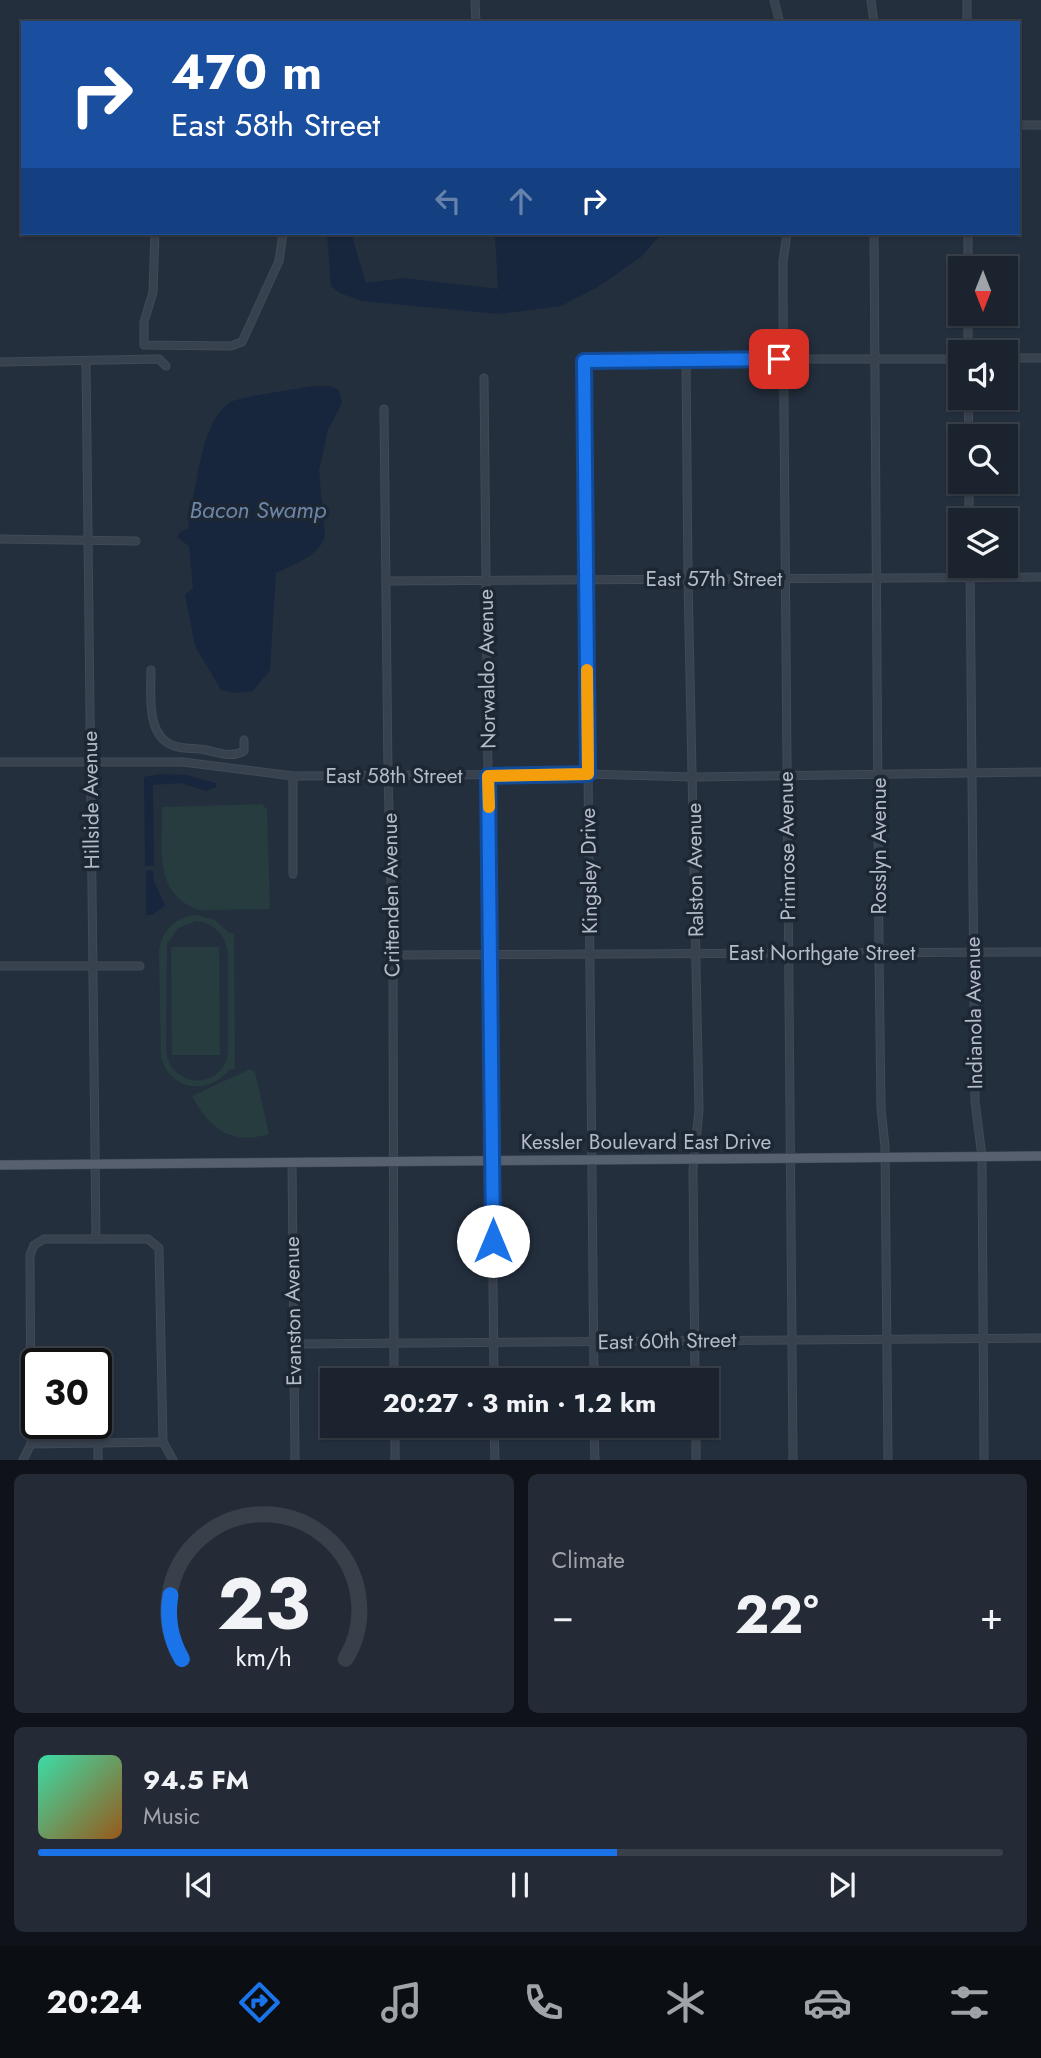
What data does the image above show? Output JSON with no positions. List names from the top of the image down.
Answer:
{
  "streets": {
    "main road": ["Kessler Boulevard East Drive"],
    "street": [
      "East 57th Street",
      "Norwaldo Avenue",
      "East 58th Street",
      "Hillside Avenue",
      "Primrose Avenue",
      "Rosslyn Avenue",
      "Ralston Avenue",
      "Kingsley Drive",
      "Crittenden Avenue",
      "East Northgate Street",
      "Indianola Avenue",
      "Evanston Avenue",
      "East 60th Street"
    ]
  },
  "crossings": [
    ["East 57th Street", "Norwaldo Avenue"],
    ["East 57th Street", "Primrose Avenue"],
    ["East 57th Street", "Rosslyn Avenue"],
    ["East 57th Street", "Ralston Avenue"],
    ["East 57th Street", "Kingsley Drive"],
    ["East 57th Street", "Crittenden Avenue"],
    ["Norwaldo Avenue", "East 58th Street"],
    ["Norwaldo Avenue", "East Northgate Street"],
    ["Norwaldo Avenue", "Kessler Boulevard East Drive"],
    ["Norwaldo Avenue", "East 60th Street"],
    ["East 58th Street", "Hillside Avenue"],
    ["East 58th Street", "Primrose Avenue"],
    ["East 58th Street", "Rosslyn Avenue"],
    ["East 58th Street", "Ralston Avenue"],
    ["East 58th Street", "Kingsley Drive"],
    ["East 58th Street", "Crittenden Avenue"],
    ["East 58th Street", "Indianola Avenue"],
    ["Hillside Avenue", "Kessler Boulevard East Drive"],
    ["Primrose Avenue", "East Northgate Street"],
    ["Primrose Avenue", "Kessler Boulevard East Drive"],
    ["Primrose Avenue", "East 60th Street"],
    ["Rosslyn Avenue", "East Northgate Street"],
    ["Rosslyn Avenue", "Kessler Boulevard East Drive"],
    ["Rosslyn Avenue", "East 60th Street"],
    ["Ralston Avenue", "Kingsley Drive"],
    ["Ralston Avenue", "East Northgate Street"],
    ["Ralston Avenue", "Kessler Boulevard East Drive"],
    ["Ralston Avenue", "East 60th Street"],
    ["Kingsley Drive", "East Northgate Street"],
    ["Kingsley Drive", "Kessler Boulevard East Drive"],
    ["Kingsley Drive", "East 60th Street"],
    ["Crittenden Avenue", "East Northgate Street"],
    ["Crittenden Avenue", "Kessler Boulevard East Drive"],
    ["Crittenden Avenue", "East 60th Street"],
    ["East Northgate Street", "Indianola Avenue"],
    ["Indianola Avenue", "Kessler Boulevard East Drive"],
    ["Indianola Avenue", "East 60th Street"],
    ["Kessler Boulevard East Drive", "Evanston Avenue"],
    ["Evanston Avenue", "East 60th Street"]
  ],
  "water": ["Bacon Swamp"],
  "north": "bottom",
  "page": {
    "turn": ["470 m", "East 58th Street"],
    "limit": "30",
    "trip": "20:27 · 3 min · 1.2 km",
    "tile": "Climate",
    "heat": ["−", "22°", "+"],
    "song": ["94.5 FM", "Music"],
    "tabs": "20:24",
    "gauge": ["23", "km/h"]
  }
}
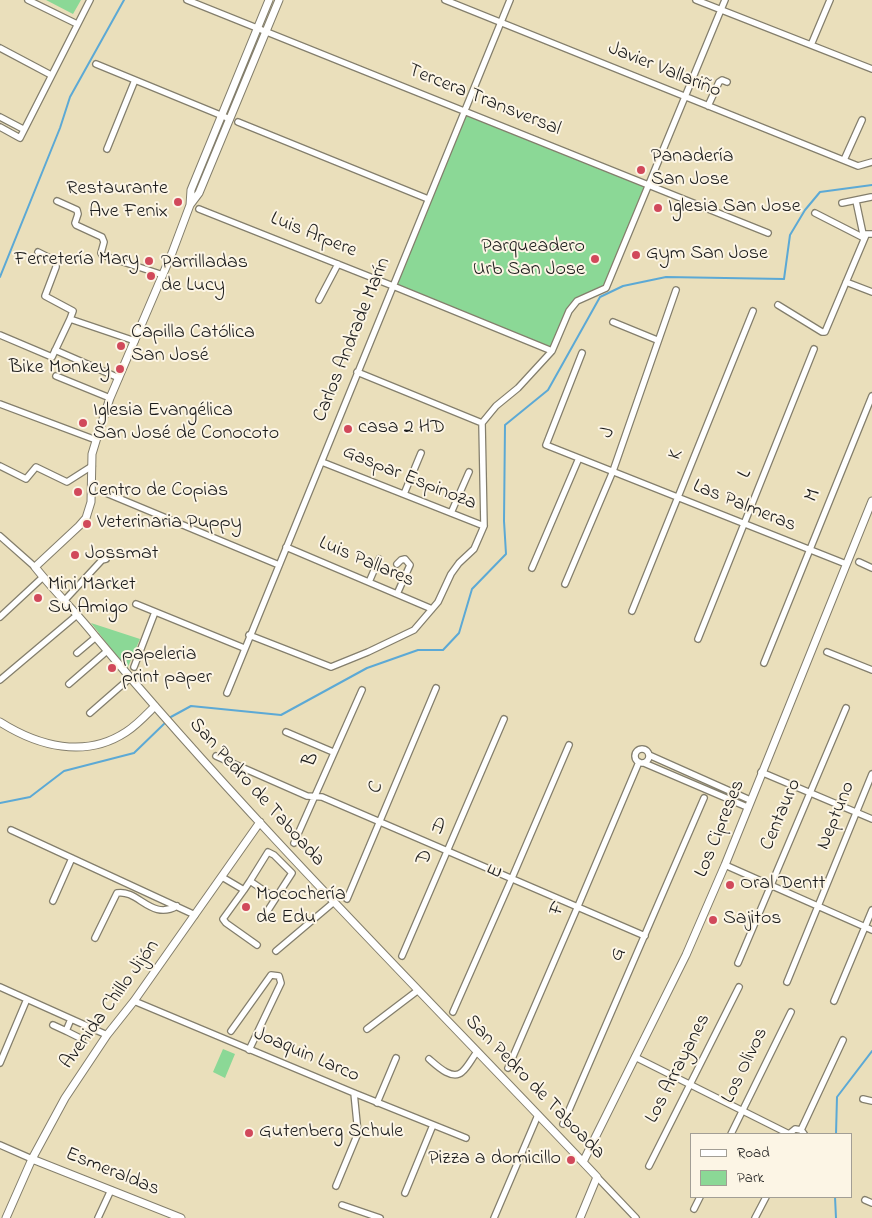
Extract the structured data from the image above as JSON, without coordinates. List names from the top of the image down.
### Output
{
  "streets": {
    "street": [
      "Javier Vallariño",
      "Tercera Transversal",
      "Luis Arpere",
      "Carlos Andrade Marín",
      "J",
      "K",
      "L",
      "Gaspar Espinoza",
      "M",
      "Las Palmeras",
      "Luis Pallares",
      "B",
      "C",
      "San Pedro de Taboada",
      "Centauro",
      "Neptuno",
      "A",
      "Los Cipreses",
      "D",
      "E",
      "F",
      "G",
      "Avenida Chillo Jijón",
      "Joaquìn Larco",
      "Los Olivos",
      "Los Arrayanes",
      "Esmeraldas"
    ]
  },
  "crossings": [
    ["Javier Vallariño", "Carlos Andrade Marín"],
    ["Tercera Transversal", "Carlos Andrade Marín"],
    ["Luis Arpere", "Carlos Andrade Marín"],
    ["Carlos Andrade Marín", "Gaspar Espinoza"],
    ["Carlos Andrade Marín", "Luis Pallares"],
    ["J", "Las Palmeras"],
    ["K", "Las Palmeras"],
    ["L", "Las Palmeras"],
    ["M", "Las Palmeras"],
    ["Las Palmeras", "Los Cipreses"],
    ["B", "A"],
    ["C", "A"],
    ["San Pedro de Taboada", "Los Cipreses"],
    ["San Pedro de Taboada", "Avenida Chillo Jijón"],
    ["A", "D"],
    ["A", "E"],
    ["A", "F"],
    ["A", "G"],
    ["Avenida Chillo Jijón", "Joaquìn Larco"],
    ["Avenida Chillo Jijón", "Esmeraldas"]
  ],
  "places": [
    "Panadería San Jose",
    "Restaurante Ave Fenix",
    "Iglesia San Jose",
    "Gym San Jose",
    "Parqueadero Urb San Jose",
    "Ferretería Mary",
    "Parrilladas de Lucy",
    "Capilla Católica San José",
    "Bike Monkey",
    "Iglesia Evangélica San José de Conocoto",
    "casa 2 HD",
    "Centro de Copias",
    "Veterinaria Puppy",
    "Jossmat",
    "Mini Market Su Amigo",
    "papeleria print paper",
    "Oral Dentt",
    "Mocochería de Edu",
    "Sajitos",
    "Gutenberg Schule",
    "Pizza a domicillo"
  ],
  "legend": ["Road", "Park"]
}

## Your objective
Check each line of the entries, and copy the ones that contain "Boulevard".

## Reply
    "main road": ["Kessler Boulevard East Drive"],
    ["Norwaldo Avenue", "Kessler Boulevard East Drive"],
    ["Hillside Avenue", "Kessler Boulevard East Drive"],
    ["Primrose Avenue", "Kessler Boulevard East Drive"],
    ["Rosslyn Avenue", "Kessler Boulevard East Drive"],
    ["Ralston Avenue", "Kessler Boulevard East Drive"],
    ["Kingsley Drive", "Kessler Boulevard East Drive"],
    ["Crittenden Avenue", "Kessler Boulevard East Drive"],
    ["Indianola Avenue", "Kessler Boulevard East Drive"],
    ["Kessler Boulevard East Drive", "Evanston Avenue"],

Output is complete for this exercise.